Сергей снова пожал плечами:
— Вам-то, что до того? При чём здесь вы?
— Я помогу тебе. Сделаю ещё шаг навстречу. Книга не только окажется там, ты получишь ответ на свой вопрос, волнующий уже многих. Ох, многих! К примеру, сейчас — того, кто читает эти строки, точнее, кто не бросил читать раньше. И если он в эту самую секунду, только в эту секунду, — гость снова покачал указательным пальцем, — посмотрит на тыльную часть своего левого запястья, он увидит Тигр и Евфрат в рисунке своих вен… место утерянного рая и… Видишь, я способен увязать два разных мгновения. Это и будущее. Наше и чьё-то. А чьё-то — с началом мира! Соединять времена и действия! — И вдруг неожиданно громко воскликнул: — Они посмотрели!!! Посмотрели на запястья! Я уже с ними! — Незнакомец с удовлетворением во второй раз хлопнул ладонью по колену. — Хочешь, покажу?

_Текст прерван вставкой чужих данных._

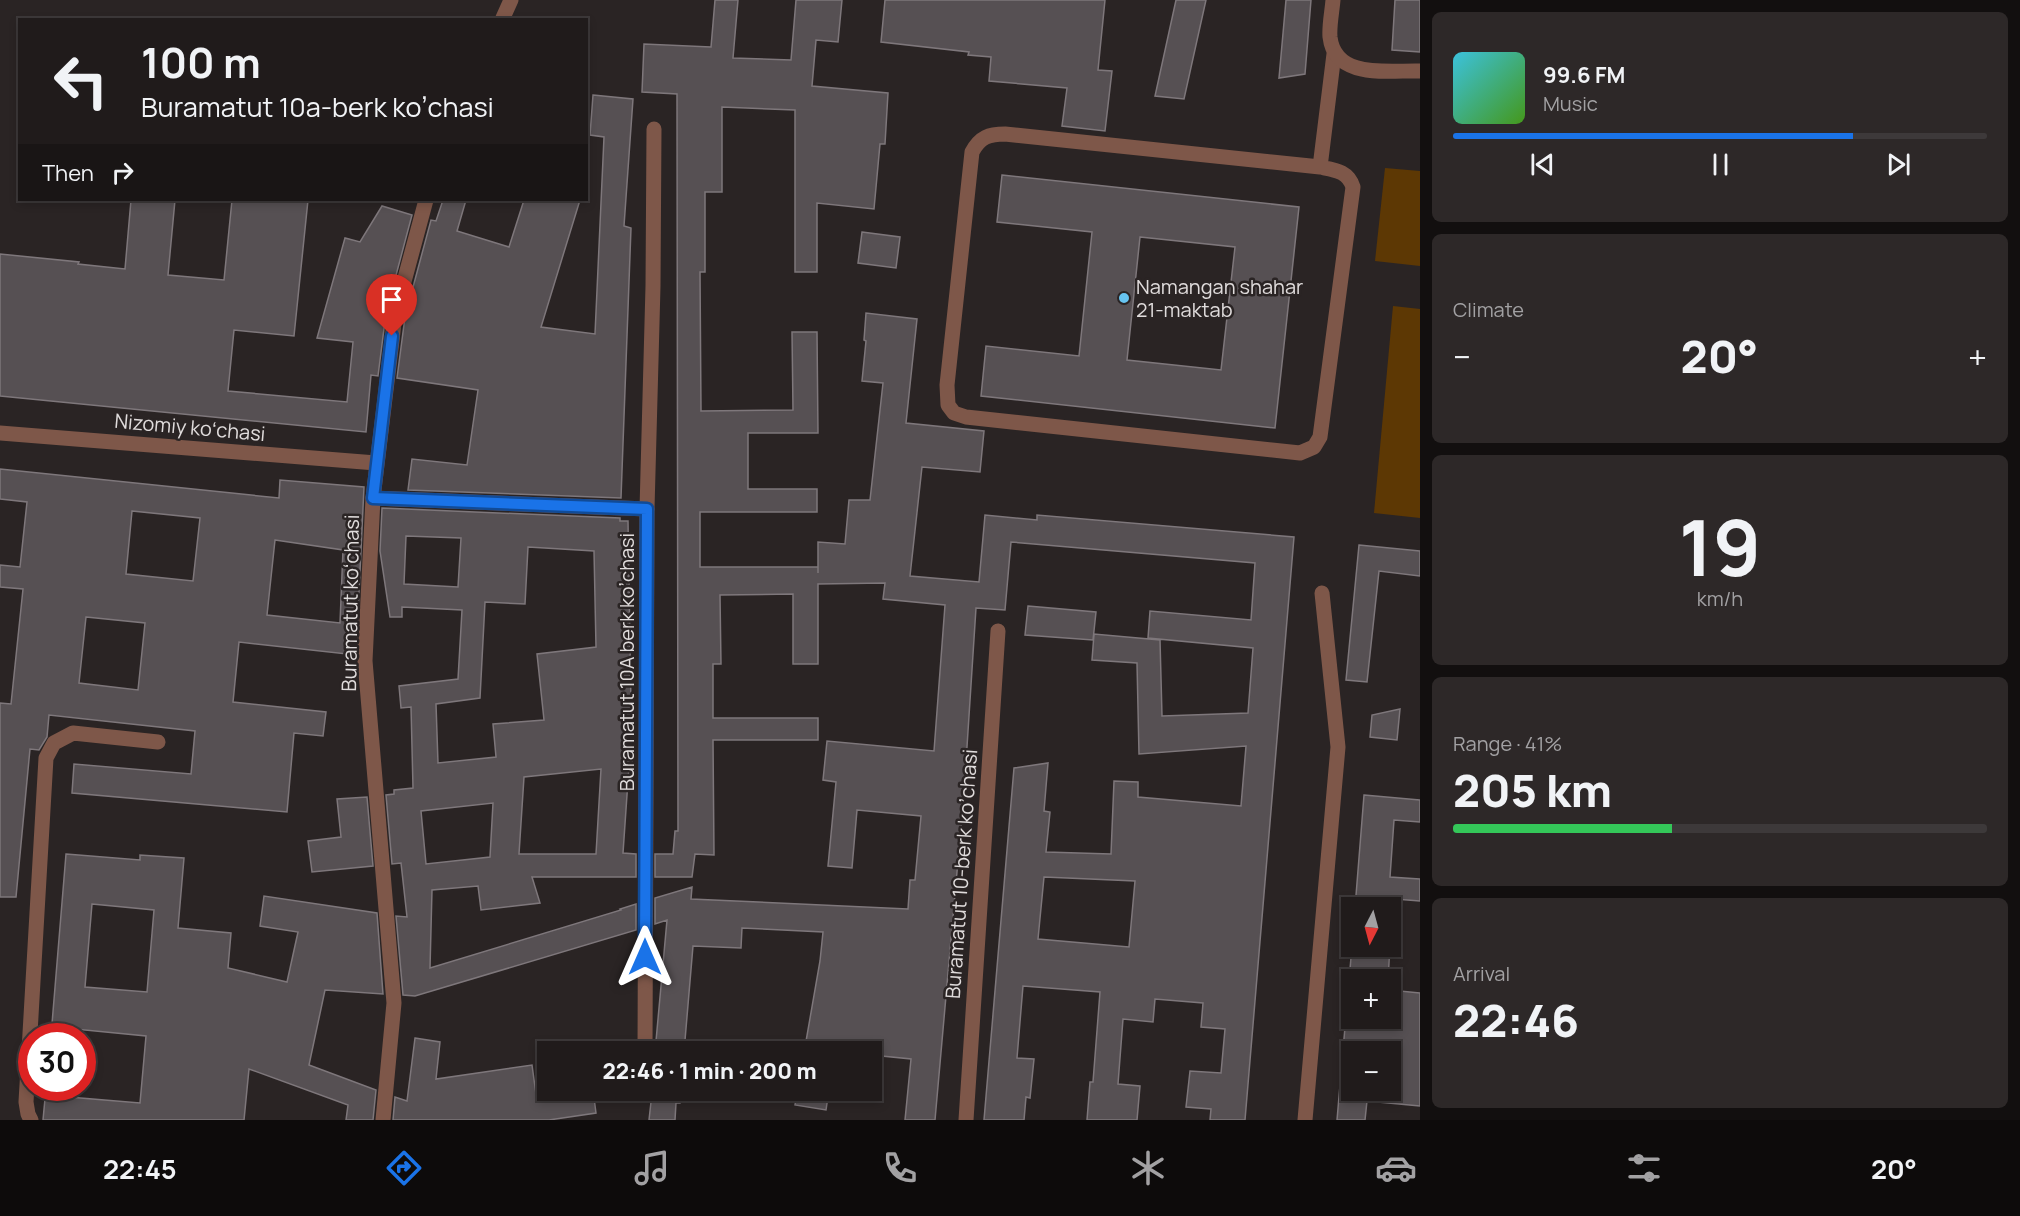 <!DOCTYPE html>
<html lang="en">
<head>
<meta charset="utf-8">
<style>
  body { margin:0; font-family:Manrope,sans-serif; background:#2d2828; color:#f1f3f6; height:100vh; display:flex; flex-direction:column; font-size:22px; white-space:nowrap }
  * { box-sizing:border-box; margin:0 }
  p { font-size:20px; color:#a2a1a3 }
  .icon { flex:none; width:33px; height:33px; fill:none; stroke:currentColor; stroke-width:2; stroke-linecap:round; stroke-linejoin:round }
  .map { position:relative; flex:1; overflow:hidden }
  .side { display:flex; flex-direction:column; gap:12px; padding:12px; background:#120f0f; width:600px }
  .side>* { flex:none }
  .hud { position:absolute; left:18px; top:18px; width:570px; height:183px; border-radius:0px; box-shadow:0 3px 9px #0003,0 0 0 2px #3d393a; background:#201b1b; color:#f1f3f6; overflow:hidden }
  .needle { width:39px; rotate:186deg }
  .tools { position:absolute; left:1341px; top:897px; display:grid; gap:12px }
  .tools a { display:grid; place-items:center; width:60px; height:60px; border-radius:0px; background:#201b1b; box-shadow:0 3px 9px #0003,0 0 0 2px #3d393a; font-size:30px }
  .speed { position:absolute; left:18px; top:1023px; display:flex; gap:12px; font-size:30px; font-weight:700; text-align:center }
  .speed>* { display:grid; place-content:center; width:78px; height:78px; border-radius:50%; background:#201b1b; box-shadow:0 3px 9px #0003,0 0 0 2px #3d393a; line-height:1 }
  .speed .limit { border:9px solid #d22; background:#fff; color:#111 }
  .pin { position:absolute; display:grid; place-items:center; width:51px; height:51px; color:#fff; margin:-62px -26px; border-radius:50% 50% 50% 0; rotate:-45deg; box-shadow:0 0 6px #0007 }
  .pin .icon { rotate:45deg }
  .me { position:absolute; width:66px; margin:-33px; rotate:0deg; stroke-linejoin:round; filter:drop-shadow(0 0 4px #0008) }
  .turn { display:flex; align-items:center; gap:21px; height:126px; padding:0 24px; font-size:27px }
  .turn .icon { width:78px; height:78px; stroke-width:2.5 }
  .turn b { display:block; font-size:42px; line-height:51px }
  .then { display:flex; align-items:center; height:57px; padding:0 24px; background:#0003; gap:12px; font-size:22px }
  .big { font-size:45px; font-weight:800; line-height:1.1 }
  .side .card { flex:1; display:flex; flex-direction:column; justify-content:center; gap:9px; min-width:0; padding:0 21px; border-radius:9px; background:#2d2828 }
  .side .dial { align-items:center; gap:0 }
  .dial b { font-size:78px; line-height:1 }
  .song { display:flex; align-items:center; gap:18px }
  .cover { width:72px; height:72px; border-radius:9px; background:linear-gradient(135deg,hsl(190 70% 55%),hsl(100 70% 35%)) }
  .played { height:6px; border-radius:3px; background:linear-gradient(90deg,#1a73e8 75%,#3d393a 75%) }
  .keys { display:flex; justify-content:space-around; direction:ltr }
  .heat { display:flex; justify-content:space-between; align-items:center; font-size:33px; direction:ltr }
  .charge { height:9px; border-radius:4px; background:linear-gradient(90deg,#34c759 41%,#3d393a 0) }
  .trip { position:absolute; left:537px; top:1041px; width:345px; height:60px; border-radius:0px; background:#201b1b; box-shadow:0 3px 9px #0003,0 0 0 2px #3d393a; font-weight:800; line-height:60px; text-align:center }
  .tab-bar { display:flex; height:96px; justify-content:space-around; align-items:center; background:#0d0b0b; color:#a2a1a3 }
  .tab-bar .icon { width:42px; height:42px }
  .tab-bar .active { color:#1a73e8 }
  .tab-bar b { font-size:27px; color:#f1f3f6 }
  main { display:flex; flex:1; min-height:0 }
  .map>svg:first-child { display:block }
  .green { fill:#5d3804 }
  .building { fill:#565053; stroke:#7e777b; stroke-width:1.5; fill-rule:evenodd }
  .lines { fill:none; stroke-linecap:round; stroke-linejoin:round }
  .service { stroke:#7e5749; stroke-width:15 }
  .minor { stroke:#7e5749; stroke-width:15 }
  .route-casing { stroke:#114b97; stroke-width:15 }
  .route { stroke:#1a73e8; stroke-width:10 }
  .poi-dot { fill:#67c4f0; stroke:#2a2424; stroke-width:2 }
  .labels { text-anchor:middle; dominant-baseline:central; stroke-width:5; stroke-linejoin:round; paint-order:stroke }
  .poi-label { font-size:20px; fill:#e0dcdc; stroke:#2a2424; text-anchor:start }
  .street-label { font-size:20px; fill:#e0dcdc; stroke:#2a2424 }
</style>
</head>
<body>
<main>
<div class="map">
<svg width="1420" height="1120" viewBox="0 0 1420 1120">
  <rect width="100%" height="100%" fill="#2a2424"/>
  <g class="green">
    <polygon points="1385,168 1420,171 1420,266 1375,261"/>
    <polygon points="1393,306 1420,309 1420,518 1374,513"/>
  </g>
  <g class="building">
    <path d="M 715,0 L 738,0 L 733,58 L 791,60 L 796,0 L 842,0 L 838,42 L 816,40 L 812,86 L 888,93 L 885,144 L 880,144 L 874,209 L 817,203 L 817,272 L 795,272 L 795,110 L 722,107 L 722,192 L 705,192 L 705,272 L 700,272 L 701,411 L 793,410 L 792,332 L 817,332 L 818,433 L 748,433 L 748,489 L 817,489 L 817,512 L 700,512 L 700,567 L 818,567 L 818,573 L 818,542 L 845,544 L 849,500 L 870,500 L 883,383 L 862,381 L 866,341 L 864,340 L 866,313 L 917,319 L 906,423 L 984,431 L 980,472 L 922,467 L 910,576 L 979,582 L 985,515 L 1037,520 L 1037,515 L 1294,537 L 1245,1120 L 1210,1120 L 1211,1109 L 1186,1107 L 1190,1071 L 1221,1073 L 1225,1029 L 1201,1027 L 1203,1003 L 1155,999 L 1153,1022 L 1123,1019 L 1118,1084 L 1140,1086 L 1137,1120 L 1087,1120 L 1090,1082 L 1093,1082 L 1100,992 L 1023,986 L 1017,1058 L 1034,1059 L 1030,1098 L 1026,1097 L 1024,1120 L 984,1120 L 1014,768 L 1048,763 L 1044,811 L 1050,812 L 1046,852 L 1111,854 L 1114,781 L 1138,782 L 1138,797 L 1241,806 L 1246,746 L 1139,754 L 1137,663 L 1092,660 L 1094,634 L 1160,640 L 1162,716 L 1248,713 L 1253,648 L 1148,638 L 1150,611 L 1251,620 L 1255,563 L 1011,542 L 1005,610 L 976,608 L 964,793 L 935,1120 L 905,1120 L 911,1059 L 872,1055 L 872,1052 L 778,1052 L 779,1042 L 805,1047 L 820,961 L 823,932 L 742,928 L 741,948 L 693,946 L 684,1052 L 655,1052 L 667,920 L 655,924 L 655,898 L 692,887 L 691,899 L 908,909 L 910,880 L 915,880 L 921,816 L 857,810 L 852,868 L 828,866 L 836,782 L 823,780 L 827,741 L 934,751 L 945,605 L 883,599 L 885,583 L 818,584 L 818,664 L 793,664 L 793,594 L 720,595 L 721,664 L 713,664 L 713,718 L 818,718 L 818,740 L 713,740 L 714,855 L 695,854 L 692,877 L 655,877 L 655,854 L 673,854 L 675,831 L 678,831 L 677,94 L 642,92 L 644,44 L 711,47 ZM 1044,877 L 1135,881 L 1129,947 L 1038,939 Z"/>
    <polygon points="885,0 1105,0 1098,70 1112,71 1105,131 1062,126 1067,88 989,81 991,57 968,55 969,52 881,42"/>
    <polygon points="1176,0 1206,0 1184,99 1155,96"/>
    <polygon points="1286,0 1311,0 1305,74 1279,78"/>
    <polygon points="1395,0 1420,0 1420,52 1392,50"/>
    <polygon points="593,95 633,99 624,226 631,228 621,498 408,490 412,459 467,465 478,390 397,378 405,317 431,220 436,221 443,200 466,200 457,231 509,247 524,200 580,200 541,327 595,334 604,137 590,135"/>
    <path d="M 1002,175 L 1299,207 L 1275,428 L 981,396 L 986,346 L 1079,356 L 1092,232 L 997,222 ZM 1140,237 L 1235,247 L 1221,370 L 1127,360 Z"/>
    <polygon points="131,200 175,200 168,275 224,280 232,200 308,200 294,336 234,330 228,391 347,402 353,342 317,338 345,238 360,242 382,206 412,215 386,313 378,376 371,375 366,432 0,396 0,254 79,262 78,264 125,269"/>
    <polygon points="862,232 900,237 896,268 858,263"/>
    <path d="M 0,469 L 279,498 L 280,480 L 364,487 L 356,655 L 239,642 L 233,702 L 326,712 L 323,736 L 294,733 L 287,812 L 72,793 L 74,764 L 191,774 L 195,731 L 49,715 L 47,737 L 39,750 L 30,749 L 16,897 L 0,897 L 0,703 L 11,704 L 23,589 L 0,587 L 0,565 L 20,567 L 27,502 L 0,499 ZM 132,511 L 200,518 L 193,581 L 126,574 ZM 275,540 L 343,550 L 340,623 L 267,615 ZM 86,617 L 145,623 L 138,690 L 79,683 Z"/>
    <path d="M 382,508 L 620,518 L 620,521 L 628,521 L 632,766 L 629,766 L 623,853 L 636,854 L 636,877 L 532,877 L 540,903 L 481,910 L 478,886 L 432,890 L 430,968 L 621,910 L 620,909 L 636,904 L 636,930 L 415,996 L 403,995 L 396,916 L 407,917 L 401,863 L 392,864 L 386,795 L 394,794 L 394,790 L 413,788 L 411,707 L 401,708 L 399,686 L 458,679 L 462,610 L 402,607 L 402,617 L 390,617 L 380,551 ZM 406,536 L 461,538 L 458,587 L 404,584 ZM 528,547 L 594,551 L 596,647 L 537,654 L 544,720 L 493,724 L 496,757 L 438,763 L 436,704 L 480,698 L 485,602 L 525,604 ZM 601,769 L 596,854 L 519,854 L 524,777 ZM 493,803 L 490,857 L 426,864 L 421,811 Z"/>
    <polygon points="1359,545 1420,551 1420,576 1379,571 1367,682 1346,680"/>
    <polygon points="1028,606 1096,612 1093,640 1025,635"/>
    <polygon points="1400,709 1397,740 1370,737 1372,715"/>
    <polygon points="1364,795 1420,800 1420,822 1394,820 1390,877 1420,879 1420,901 1395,899 1390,945 1390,908 1355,908"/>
    <polygon points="367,797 373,866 312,872 308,841 341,837 337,799"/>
    <path d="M 66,854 L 140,860 L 140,855 L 184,858 L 178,928 L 231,933 L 228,968 L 287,982 L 298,932 L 260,926 L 264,896 L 377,913 L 383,994 L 325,990 L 309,1065 L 376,1090 L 373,1120 L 346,1120 L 348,1105 L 249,1069 L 244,1120 L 43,1120 L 46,1088 L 70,1088 L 69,1097 L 140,1103 L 146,1036 L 75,1029 L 74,1036 L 51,1036 ZM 92,904 L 154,910 L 147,992 L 85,987 Z"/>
    <path d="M 1352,946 L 1390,946 L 1388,980 L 1352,980 L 1352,1018 L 1390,1018 L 1390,990 L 1420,993 L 1420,1106 L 1367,1101 L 1365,1120 L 1337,1120 ZM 1352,1052 L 1390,1052 L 1390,1090 L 1352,1090 Z"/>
    <polygon points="415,1038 440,1042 436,1079 532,1065 536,1094 559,1090 593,1090 596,1113 549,1120 393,1120 395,1097 407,1101"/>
    <polygon points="655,1090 681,1090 680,1103 676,1103 675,1120 649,1120 651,1102 654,1098"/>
    <polygon points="783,1090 829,1090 826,1110 795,1105 797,1093"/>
  </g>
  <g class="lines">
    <path class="service" d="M 1320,167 L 1005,134 C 989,134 980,137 972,152 L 947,385 L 948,405 L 954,413 L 966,417 L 1300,453 L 1314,447 L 1320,437 L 1353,187 C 1348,171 1335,170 1320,167 L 1334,54"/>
    <g class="minor">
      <path d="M 1333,0 C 1332,12 1329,26 1330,37 C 1335,80 1389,70 1420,71"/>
      <polyline points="502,20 511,0"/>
      <polyline points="0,433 376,463"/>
      <polyline points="373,498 647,509"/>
      <polyline points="645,1052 647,509 653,286 654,129"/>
      <polyline points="645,1094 645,1090"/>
      <polyline points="31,1120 28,1114 26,1102 46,758 54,743 73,733 158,742"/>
      <polyline points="383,1120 394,1003 365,661 373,498 395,315 426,200"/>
      <polyline points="966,1120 998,631"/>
      <polyline points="1305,1120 1338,747 1322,593"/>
    </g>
  </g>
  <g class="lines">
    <defs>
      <polyline id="route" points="392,336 373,498 647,509 645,957"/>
    </defs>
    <use href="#route" class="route-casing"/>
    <use href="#route" class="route"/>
  </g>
  <circle class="poi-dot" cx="1124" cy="298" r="6"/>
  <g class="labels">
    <g class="poi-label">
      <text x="1136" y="286">Namangan shahar<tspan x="1136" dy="23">21-maktab</tspan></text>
    </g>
    <g class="street-label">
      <text transform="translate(190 427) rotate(5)">Nizomiy koʻchasi</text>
      <text transform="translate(350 603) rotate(-89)">Buramatut koʻchasi</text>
      <text transform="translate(626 662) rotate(-90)">Buramatut 10А berk koʼchasi</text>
      <text transform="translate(961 874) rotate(-86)">Buramatut 10-berk koʼchasi</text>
    </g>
  </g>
</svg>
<div class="tools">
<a><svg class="needle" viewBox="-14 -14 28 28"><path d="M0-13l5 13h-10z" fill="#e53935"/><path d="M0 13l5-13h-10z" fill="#a2a1a3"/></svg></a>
<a>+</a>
<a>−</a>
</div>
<div class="speed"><div class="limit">30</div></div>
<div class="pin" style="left:392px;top:336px;background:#d93025"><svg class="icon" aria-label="arrive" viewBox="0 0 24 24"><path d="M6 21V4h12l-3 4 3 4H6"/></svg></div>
<svg class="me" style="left:645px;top:957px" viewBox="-20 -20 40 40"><path d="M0-17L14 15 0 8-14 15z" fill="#1a73e8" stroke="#fff" stroke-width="4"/></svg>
<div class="trip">22:46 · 1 min · 200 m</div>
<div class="hud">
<div class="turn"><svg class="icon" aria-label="left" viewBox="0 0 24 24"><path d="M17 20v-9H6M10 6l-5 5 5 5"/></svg><div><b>100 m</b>Buramatut 10а-berk koʼchasi</div></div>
<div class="then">Then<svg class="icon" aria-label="right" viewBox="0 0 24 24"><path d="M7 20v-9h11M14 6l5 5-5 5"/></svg></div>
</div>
</div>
<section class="side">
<div class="card">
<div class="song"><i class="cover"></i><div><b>99.6 FM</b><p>Music</p></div></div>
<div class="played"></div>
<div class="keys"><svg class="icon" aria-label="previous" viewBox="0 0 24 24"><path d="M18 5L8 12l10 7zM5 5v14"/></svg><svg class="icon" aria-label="pause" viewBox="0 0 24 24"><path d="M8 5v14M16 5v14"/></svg><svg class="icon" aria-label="next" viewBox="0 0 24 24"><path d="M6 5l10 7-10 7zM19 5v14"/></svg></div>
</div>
<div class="card"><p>Climate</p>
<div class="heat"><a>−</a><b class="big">20°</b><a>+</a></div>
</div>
<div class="card dial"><b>19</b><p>km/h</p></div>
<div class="card"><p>Range · 41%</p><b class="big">205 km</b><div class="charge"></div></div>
<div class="card"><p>Arrival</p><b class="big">22:46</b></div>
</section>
</main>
<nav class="tab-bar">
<b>22:45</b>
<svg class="icon active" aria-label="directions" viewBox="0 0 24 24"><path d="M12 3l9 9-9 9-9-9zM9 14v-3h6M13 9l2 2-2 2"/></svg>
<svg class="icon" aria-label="music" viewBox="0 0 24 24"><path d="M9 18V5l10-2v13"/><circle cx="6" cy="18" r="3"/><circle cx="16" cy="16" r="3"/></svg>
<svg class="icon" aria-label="phone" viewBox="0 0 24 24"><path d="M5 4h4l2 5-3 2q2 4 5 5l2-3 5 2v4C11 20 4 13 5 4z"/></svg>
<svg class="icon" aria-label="climate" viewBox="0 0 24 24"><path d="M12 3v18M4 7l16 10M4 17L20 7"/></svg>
<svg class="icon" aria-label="car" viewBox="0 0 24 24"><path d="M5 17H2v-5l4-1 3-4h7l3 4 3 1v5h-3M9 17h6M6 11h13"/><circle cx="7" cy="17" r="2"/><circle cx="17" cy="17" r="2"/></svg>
<svg class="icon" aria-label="filters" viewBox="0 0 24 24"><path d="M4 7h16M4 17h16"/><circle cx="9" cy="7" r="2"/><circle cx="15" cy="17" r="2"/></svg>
<b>20°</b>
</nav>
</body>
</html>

— Ничего мне не надо показывать!
— Я только что соединил времена и действия. А действие с желанием. Заставил первое подчиниться второму! Осуществил его! — неожиданно воскликнул он, разведя руки в стороны и поднял глаза вверх — Но главное, я повелел исчезнуть промежутку между мгновениями. Испепелил его. А значит, могу избавить человека от страданий, стереть воспоминания о не лучших делах его. Терзающие сожаления о них. Стереть в космическую пыль! Подобно Богу! А разве не это делает Творец? Разве допускаешь ты, что душа праведника или просто достойного, попадая в рай, помнит пусть не свои грехи, но страдания и ужас других? Миллионов других. Уже принявших боль и муку, принимающих и тех, что ещё будут страдать? Помнит и испытывает блаженство? Какое же это Царство Божье? Нет… память должна умереть! — Он на секунду замолк. — Хотя, чёрт с тобой! Нет ничего вернее в данную минуту! — хохотнув, бросил гость. — В конце концов, это и происходит сейчас! Но как быть с теми, кто попадает в рай сегодня? С теми, кто достигает Бога во времени? До суда!
— Наверное… Может быть, суд свершается с каждым после смерти. А не со всеми одновременно и когда-то! Ведь в Библии сказано — близок он! Близок!.. Сразу… Тогда все сходится. И время исчезает в момент смерти… Для каждого в отдельности. Примиряя с собой и памятью, с прожитой жизнью…
— Да нет, нет! Все проще! Не запутывай! — собеседник не мог скрыть раздражения. — Я велю исчезать промежутку между мгновениями! И здесь! На земле. При жизни! А люди, неизменно чувствуя облегчение, думают, что время лечит! И благодарны своему убеждению. Мне благодарны! Время лечит… — повторил он. — Какое приятное заблуждение, не правда ли? Но разве последнее важно для вздохнувшего свободней? Среди этого кошмара? Воспрявшего духом? Спроси любого через год после потери близкого человека. Все подтвердят! Убедишься, не лгу! Распоряжаясь временем, я облегчаю вам жизнь! Да что вам! Образам! Как я помогал Дали! Скрябину! Помогу и тебе с отцом и сыном! Они забудут первый написанный финал. Хельма была права, это могу делать только я!